Our newest small group, FOCAS (Fellowship Of Christian Adult Singles) targeting our single adults over 29 years of age starts May 1.  Single adults are a sometimes neglected but growing segment of our church population.  Did you realize that singles now make up 47% of our American population?  That is up from 28% in 1970.  Single households have increased dramatically in the last 30 years.  The largest increase is the number of single FATHER households.  Do these statistics describe someone you know?  They do to me.

I feel a special closeness to this age group of single adults because my daughter is single.  I have heard her pain – not at being single but from feeling she doesn’t fit in at her own church.  We, the married church, have somehow made her feel she is less of a church member because she doesn’t fit into our “married family model.”   We unknowingly signal her that we do not think she is dedicated enough to be an active member.  She is not alone in her view of the church at large.  Many others have expressed the same view. 

According to David Reddout, senior pastor, First Assembly of God, Leesville, Louisiana, "Every group in the church has unique needs and gifts...children, youth, men, women, and marrieds.  But we have put emphasis on these groups and have inadvertently forgotten the singles and have led them to believe we don’t expect them to be involved in ministry.  But the purpose of ministry to singles is to help them see they are the church and to help them come to a place of ministry."

At the Grace Place, we want singles to have a place where they can study God’s word, grow spiritually and share their gifts with the church in whatever way God leads them.  God has placed this burden on our hearts because He doesn’t want anyone to miss out on the blessings of being a part of His church.

Thursday, April 7, 2011

We all need a "Do Over"

With my daughter and son-in-law on vacation in Europe, I spent several days babysitting my grandchildren (and granddog) at their house in East Tennessee.

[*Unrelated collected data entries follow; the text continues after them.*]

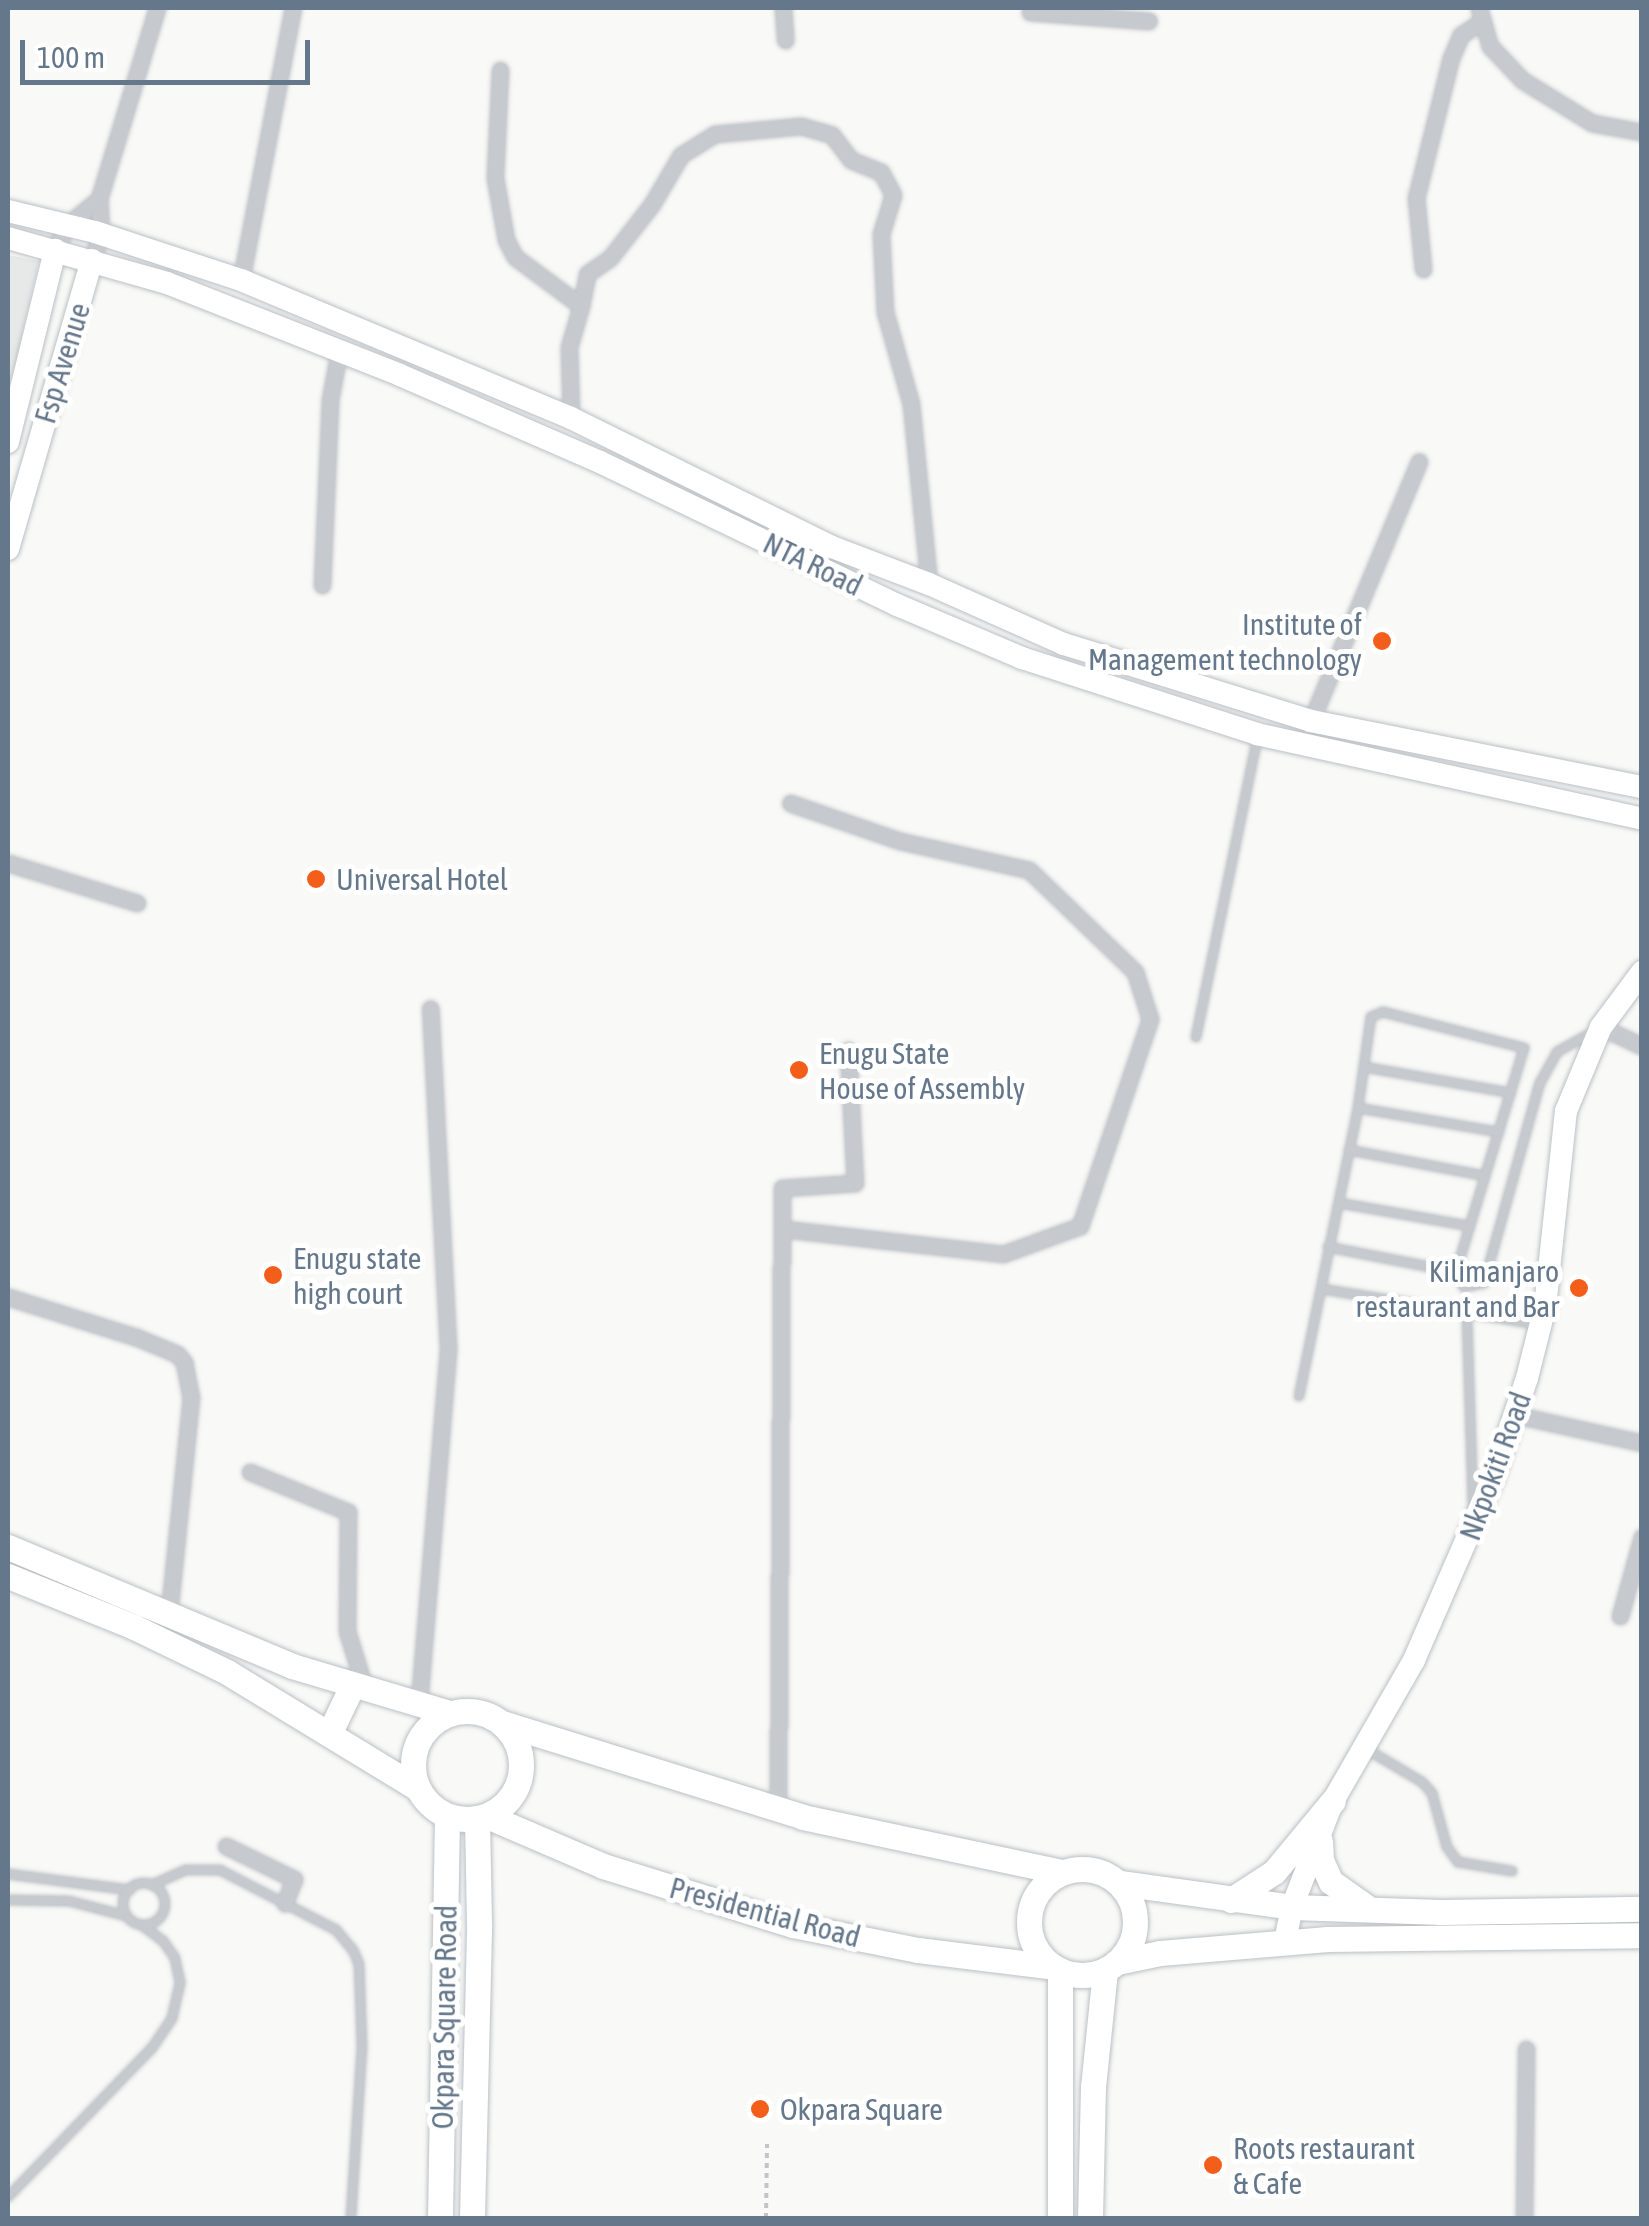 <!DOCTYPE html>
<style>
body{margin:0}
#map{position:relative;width:1649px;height:2226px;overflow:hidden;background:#f9f9f7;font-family:"Asap Condensed",sans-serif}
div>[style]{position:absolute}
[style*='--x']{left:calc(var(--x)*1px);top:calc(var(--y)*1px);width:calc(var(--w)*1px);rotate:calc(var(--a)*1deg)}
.built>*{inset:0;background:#e7e8e8}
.path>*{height:4px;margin-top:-2px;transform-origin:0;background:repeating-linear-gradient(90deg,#c2c4c7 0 5px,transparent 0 10px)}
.roads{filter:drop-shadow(0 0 2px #bbc0c5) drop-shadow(0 0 2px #bbc0c5)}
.lane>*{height:8px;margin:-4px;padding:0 4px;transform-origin:4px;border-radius:4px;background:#c6cacf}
.lane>.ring{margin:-4px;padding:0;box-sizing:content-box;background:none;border:8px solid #c6cacf;border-radius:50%}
.street>*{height:15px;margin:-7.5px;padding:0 7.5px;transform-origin:7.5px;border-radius:7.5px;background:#c6cacf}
.secondary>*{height:22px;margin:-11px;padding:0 11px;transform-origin:11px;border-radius:11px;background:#fff}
.primary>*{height:25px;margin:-12.5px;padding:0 12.5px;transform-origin:12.5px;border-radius:12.5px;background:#fff}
.primary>.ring{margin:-12.5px;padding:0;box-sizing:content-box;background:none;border:25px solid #fff;border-radius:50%}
.dots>*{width:28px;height:28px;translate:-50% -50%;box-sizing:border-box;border:5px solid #fff;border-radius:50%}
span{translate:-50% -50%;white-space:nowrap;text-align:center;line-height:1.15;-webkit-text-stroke:10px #fff;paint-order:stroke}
.street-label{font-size:30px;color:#65778b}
.poi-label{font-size:30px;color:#65778b}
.right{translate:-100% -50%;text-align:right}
.left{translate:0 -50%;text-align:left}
.frame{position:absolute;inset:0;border:10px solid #65778b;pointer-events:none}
.scale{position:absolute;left:20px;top:40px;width:290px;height:45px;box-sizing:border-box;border:5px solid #65778b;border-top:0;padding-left:12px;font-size:30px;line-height:35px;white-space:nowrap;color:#65778b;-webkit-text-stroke:8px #fff;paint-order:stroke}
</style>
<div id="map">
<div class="built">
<div style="clip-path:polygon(8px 255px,39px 261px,8px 394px)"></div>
</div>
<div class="path">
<div style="--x:766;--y:2218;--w:74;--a:-89.2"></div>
</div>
<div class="roads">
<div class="lane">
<div style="--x:1196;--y:1037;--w:304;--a:-78.4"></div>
<div style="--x:1364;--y:1067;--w:149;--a:10"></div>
<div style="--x:1358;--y:1108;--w:143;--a:9.7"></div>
<div style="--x:1349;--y:1150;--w:138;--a:10.8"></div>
<div style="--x:1339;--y:1203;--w:133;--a:10"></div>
<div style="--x:1328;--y:1247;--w:130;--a:11.1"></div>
<div style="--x:1322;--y:1289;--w:217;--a:9.3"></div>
<div style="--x:1467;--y:1315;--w:191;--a:88.2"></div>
<div style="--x:1299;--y:1396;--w:294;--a:-78.4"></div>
<div style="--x:1358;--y:1108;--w:92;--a:-81.9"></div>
<div style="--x:1371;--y:1017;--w:13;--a:-23"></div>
<div style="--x:1383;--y:1012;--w:146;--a:14.3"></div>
<div style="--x:1524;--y:1048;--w:234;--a:106.9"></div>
<div style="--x:1456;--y:1272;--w:17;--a:62"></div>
<div style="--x:1464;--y:1287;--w:20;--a:-11"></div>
<div style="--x:1484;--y:1283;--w:208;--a:-74.4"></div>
<div style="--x:1540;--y:1083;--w:35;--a:-61"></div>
<div style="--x:1557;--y:1052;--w:41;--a:-29.1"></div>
<div style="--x:1368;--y:1750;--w:63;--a:30.7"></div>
<div style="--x:1422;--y:1782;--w:15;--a:48"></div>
<div style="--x:1432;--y:1793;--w:56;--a:74.5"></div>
<div style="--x:1447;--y:1847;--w:19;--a:54"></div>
<div style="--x:1458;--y:1862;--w:55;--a:9.5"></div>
<div style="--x:8;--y:1874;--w:123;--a:7.5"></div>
<div class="ring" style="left:123px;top:1883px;width:34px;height:34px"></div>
<div style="--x:152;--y:1885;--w:37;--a:-24"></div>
<div style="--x:186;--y:1870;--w:34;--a:0"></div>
<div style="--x:220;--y:1870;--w:131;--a:27.3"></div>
<div style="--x:336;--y:1930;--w:26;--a:50"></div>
<div style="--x:353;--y:1950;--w:15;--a:67"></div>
<div style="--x:359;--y:1964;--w:83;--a:87.9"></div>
<div style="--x:362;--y:2047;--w:171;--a:93.7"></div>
<div style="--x:8;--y:1900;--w:61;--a:0.9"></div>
<div style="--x:69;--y:1901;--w:59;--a:14.7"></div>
<div style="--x:8;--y:2197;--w:207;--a:-46"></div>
<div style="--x:152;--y:2048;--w:36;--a:-56"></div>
<div style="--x:172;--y:2018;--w:37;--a:-77"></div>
<div style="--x:180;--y:1982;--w:25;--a:-102"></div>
<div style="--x:175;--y:1958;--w:21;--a:-125"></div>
<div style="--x:163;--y:1941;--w:26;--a:-143"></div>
</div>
<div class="street">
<div style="--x:783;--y:8;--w:32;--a:86"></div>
<div style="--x:1479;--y:8;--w:40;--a:74"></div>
<div style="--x:1490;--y:46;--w:47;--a:46.7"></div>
<div style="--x:1522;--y:80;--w:82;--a:31.6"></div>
<div style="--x:1592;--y:123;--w:51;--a:10.2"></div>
<div style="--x:1030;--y:12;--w:119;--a:4.3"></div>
<div style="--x:500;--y:70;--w:108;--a:92.7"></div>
<div style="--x:495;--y:178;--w:63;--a:79.9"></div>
<div style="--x:506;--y:240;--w:19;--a:62"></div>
<div style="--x:515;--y:257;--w:82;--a:36.6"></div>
<div style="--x:581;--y:306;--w:43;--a:106.3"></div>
<div style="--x:569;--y:347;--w:71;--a:88.4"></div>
<div style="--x:55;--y:250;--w:28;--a:-64"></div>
<div style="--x:67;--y:225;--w:41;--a:-39.1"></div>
<div style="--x:92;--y:260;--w:28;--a:-71"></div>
<div style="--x:101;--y:234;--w:35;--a:-93"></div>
<div style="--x:99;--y:199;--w:200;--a:-73.1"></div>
<div style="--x:1423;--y:269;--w:71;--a:-95.6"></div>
<div style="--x:1416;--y:198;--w:144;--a:-76"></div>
<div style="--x:1451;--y:58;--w:25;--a:-67"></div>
<div style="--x:1461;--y:35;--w:23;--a:-34"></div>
<div style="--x:241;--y:280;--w:277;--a:-79.2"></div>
<div style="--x:581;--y:306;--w:33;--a:-79"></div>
<div style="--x:587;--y:274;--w:28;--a:-35"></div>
<div style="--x:610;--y:258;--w:68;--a:-52.1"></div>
<div style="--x:652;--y:204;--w:57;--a:-59.4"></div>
<div style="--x:681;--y:155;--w:40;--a:-32"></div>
<div style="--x:715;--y:134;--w:86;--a:-5.3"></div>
<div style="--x:801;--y:126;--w:32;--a:16"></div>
<div style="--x:832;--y:135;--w:31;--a:53"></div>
<div style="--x:851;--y:160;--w:32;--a:22"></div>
<div style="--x:881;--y:172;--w:26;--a:62"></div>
<div style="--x:893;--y:195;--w:41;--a:107.1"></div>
<div style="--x:881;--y:234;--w:78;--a:87.1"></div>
<div style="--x:885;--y:312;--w:96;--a:74.2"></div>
<div style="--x:911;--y:404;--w:181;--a:84.3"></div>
<div style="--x:322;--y:585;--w:185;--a:-87.5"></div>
<div style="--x:330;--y:400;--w:50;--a:-79.6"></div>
<div style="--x:1311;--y:721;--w:281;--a:-67.4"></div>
<div style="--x:8;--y:863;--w:135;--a:17.2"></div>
<div style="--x:1601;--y:1027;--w:45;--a:24.9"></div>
<div style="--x:784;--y:1229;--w:220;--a:6.5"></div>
<div style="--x:1003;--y:1254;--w:82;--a:-20"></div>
<div style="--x:1080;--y:1226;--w:219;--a:-71.3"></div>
<div style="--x:1150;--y:1019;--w:49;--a:-107.7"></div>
<div style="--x:1135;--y:972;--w:147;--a:-136.1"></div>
<div style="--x:1029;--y:870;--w:132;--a:-167.3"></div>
<div style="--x:900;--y:841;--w:116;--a:-160.9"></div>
<div style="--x:8;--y:1297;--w:134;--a:17.4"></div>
<div style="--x:136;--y:1337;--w:44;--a:22.5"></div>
<div style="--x:177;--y:1354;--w:11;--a:49"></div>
<div style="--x:184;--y:1362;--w:36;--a:79"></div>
<div style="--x:191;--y:1397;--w:218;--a:95.8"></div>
<div style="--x:1516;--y:1415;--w:129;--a:12.5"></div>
<div style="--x:250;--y:1472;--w:106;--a:22.2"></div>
<div style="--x:348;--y:1512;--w:119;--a:90.5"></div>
<div style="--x:347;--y:1631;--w:61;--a:72.8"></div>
<div style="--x:1620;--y:1616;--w:82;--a:-74.4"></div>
<div style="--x:419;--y:1703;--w:357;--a:-85.3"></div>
<div style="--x:448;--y:1347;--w:339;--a:-93"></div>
<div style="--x:778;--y:1809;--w:621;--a:-89.63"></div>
<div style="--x:782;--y:1188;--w:73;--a:-3.9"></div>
<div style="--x:855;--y:1183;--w:133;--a:-93"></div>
<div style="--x:226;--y:1846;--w:76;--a:25.9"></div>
<div style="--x:294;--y:1879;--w:26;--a:111"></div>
<div style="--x:1524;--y:2218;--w:169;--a:-89.3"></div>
</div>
<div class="secondary">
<div style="--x:8;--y:211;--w:89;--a:13.6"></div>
<div style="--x:95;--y:232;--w:154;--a:18.2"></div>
<div style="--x:241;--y:280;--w:358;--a:22.7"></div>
<div style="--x:571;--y:418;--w:291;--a:26.3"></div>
<div style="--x:832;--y:547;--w:104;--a:20.9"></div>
<div style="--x:929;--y:584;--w:148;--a:24"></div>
<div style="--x:1064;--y:644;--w:259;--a:17.3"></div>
<div style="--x:1311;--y:721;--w:338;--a:11.3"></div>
<div style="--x:8;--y:238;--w:165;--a:15.8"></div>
<div style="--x:167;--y:283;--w:251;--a:21.5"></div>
<div style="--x:400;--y:375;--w:218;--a:23.5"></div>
<div style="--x:600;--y:462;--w:330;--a:25.7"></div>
<div style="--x:897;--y:605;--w:136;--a:23"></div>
<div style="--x:1022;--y:658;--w:247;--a:17.9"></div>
<div style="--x:1257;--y:734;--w:394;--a:12.4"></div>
<div style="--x:8;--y:442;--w:198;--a:-76.2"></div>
<div style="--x:8;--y:549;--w:301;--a:-73.8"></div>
<div style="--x:1285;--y:1942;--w:36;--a:-79"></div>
<div style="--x:1292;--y:1907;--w:114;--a:-68.9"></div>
<div style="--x:1333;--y:1801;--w:163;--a:-60.1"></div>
<div style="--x:1414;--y:1660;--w:201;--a:-66.5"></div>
<div style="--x:1494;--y:1476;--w:103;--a:-71.4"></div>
<div style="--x:1527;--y:1378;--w:73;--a:-75.8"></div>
<div style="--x:1545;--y:1307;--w:197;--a:-83.9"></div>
<div style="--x:1566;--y:1111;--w:91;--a:-67.4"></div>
<div style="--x:1601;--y:1027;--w:69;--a:-53.3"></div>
</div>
<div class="primary">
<div style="--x:8;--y:1547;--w:308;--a:22.7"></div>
<div style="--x:292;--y:1666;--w:165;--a:16.6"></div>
<div style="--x:8;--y:1576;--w:136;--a:22"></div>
<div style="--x:134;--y:1627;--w:103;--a:25.8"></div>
<div style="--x:227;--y:1672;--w:223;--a:31.4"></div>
<div class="ring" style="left:413px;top:1711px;width:83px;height:83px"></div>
<div style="--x:502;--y:1723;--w:315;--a:17.3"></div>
<div style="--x:803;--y:1817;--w:265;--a:12"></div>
<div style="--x:330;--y:1732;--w:51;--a:-64.4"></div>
<div style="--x:487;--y:1816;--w:126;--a:23.3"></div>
<div style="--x:603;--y:1866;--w:199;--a:17.3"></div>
<div style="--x:793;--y:1925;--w:127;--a:11.3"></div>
<div style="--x:918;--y:1950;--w:137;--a:7.1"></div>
<div style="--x:1320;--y:1841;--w:19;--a:87"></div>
<div style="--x:1321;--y:1860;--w:24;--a:66"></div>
<div style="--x:1331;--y:1882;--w:45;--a:35.1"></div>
<div class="ring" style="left:1029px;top:1869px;width:81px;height:81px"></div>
<div style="--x:1120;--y:1883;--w:174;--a:7.9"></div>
<div style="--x:1292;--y:1907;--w:149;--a:1.9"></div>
<div style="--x:1441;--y:1912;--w:201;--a:-0.9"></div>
<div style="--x:1231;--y:1900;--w:51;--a:-33.1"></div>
<div style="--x:1274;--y:1872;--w:92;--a:-50.3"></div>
<div style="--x:1117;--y:1962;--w:44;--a:-11.8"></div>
<div style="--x:1160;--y:1953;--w:168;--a:-4.8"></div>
<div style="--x:1327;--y:1939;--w:315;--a:-0.7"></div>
<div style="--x:440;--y:2218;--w:402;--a:-89"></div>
<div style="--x:472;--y:2218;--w:295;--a:-88.6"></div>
<div style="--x:479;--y:1923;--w:105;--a:-91.1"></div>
<div style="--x:1060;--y:2218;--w:248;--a:-90"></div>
<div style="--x:1090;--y:2218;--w:131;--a:-88.7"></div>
<div style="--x:1093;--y:2087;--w:118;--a:-84.1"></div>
</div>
</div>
<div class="dots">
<div style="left:1382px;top:641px;background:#f45e1b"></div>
<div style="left:316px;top:879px;background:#f45e1b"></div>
<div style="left:799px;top:1070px;background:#f45e1b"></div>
<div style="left:273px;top:1275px;background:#f45e1b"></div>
<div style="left:1579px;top:1288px;background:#f45e1b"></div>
<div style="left:760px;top:2109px;background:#f45e1b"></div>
<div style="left:1213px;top:2165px;background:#f45e1b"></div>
</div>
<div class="street-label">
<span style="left:62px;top:363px;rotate:-73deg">Fsp Avenue</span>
<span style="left:813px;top:564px;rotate:26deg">NTA Road</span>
<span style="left:1495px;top:1466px;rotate:-70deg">Nkpokiti Road</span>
<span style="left:765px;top:1912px;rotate:15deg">Presidential Road</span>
<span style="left:444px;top:2017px;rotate:-89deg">Okpara Square Road</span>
</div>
<div class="poi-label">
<span class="right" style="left:1362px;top:641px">Institute of<br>Management technology</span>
<span class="left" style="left:336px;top:879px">Universal Hotel</span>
<span class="left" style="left:819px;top:1070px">Enugu State<br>House of Assembly</span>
<span class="left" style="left:293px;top:1275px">Enugu state<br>high court</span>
<span class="right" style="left:1559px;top:1288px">Kilimanjaro<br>restaurant and Bar</span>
<span class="left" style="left:780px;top:2109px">Okpara Square</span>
<span class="left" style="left:1233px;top:2165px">Roots restaurant<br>&amp; Cafe</span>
</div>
<div class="frame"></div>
<div class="scale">100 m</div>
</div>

Keeping up with a 9 year-old boy, 6 year-old girl and a feisty dog is exhausting work! They are constantly in motion and always hungry.
My grandson loves to play basketball but not alone. He has a way of drawing his sister and even his grandmother into the game. The fact that she is too short and I am too old to play are not a deterrent to him. As a matter of fact, I think he likes it that way. It gives him an unfair advantage.
On the first day, our attempts to get the ball into the hoop were humorous to him and frustrating to us. On Day Two, he told me, "Come on outside, Grandma. You need to practice your lay ups." Let's be clear -- I am 5'1" and have never played basketball in my life. However, the frustrating efforts from Day One had payed off and I somehow sunk the first three of my lay ups. Little sister was firing up balls and made five baskets overall where she had only made one during the prior day's attempts. Obviously, practice did not make perfect but had helped.
My grandson and I started a friendly game of "Horse" but it soon became less than friendly when I started making my shots and he didn't. The game changed. The rules changed. The shots now included complicated dribbling sequences and one-handed, 3-pointers. My grandson had to create new rules more in his favor. I think this happens occasionally in sports. I have heard of getting a "do-over" on the golf course if the ball doesn't land exactly where you planned.
There are many times in life when we need "do-overs." I know there have been numerous occasions where I wanted to change the rules more to my favor especially speed limits. Unfortunately, most of the time we don't get "do-overs." We are stuck with the consequences of our actions. There is one BIG exception, however, and that is with our loving, Heavenly Father. Like the bemused grandmother letting her grandson cheat at "Horse," God knows us and loves us. Everything can become new again. All our sins can be washed away. He is waiting. All we have to do is ask.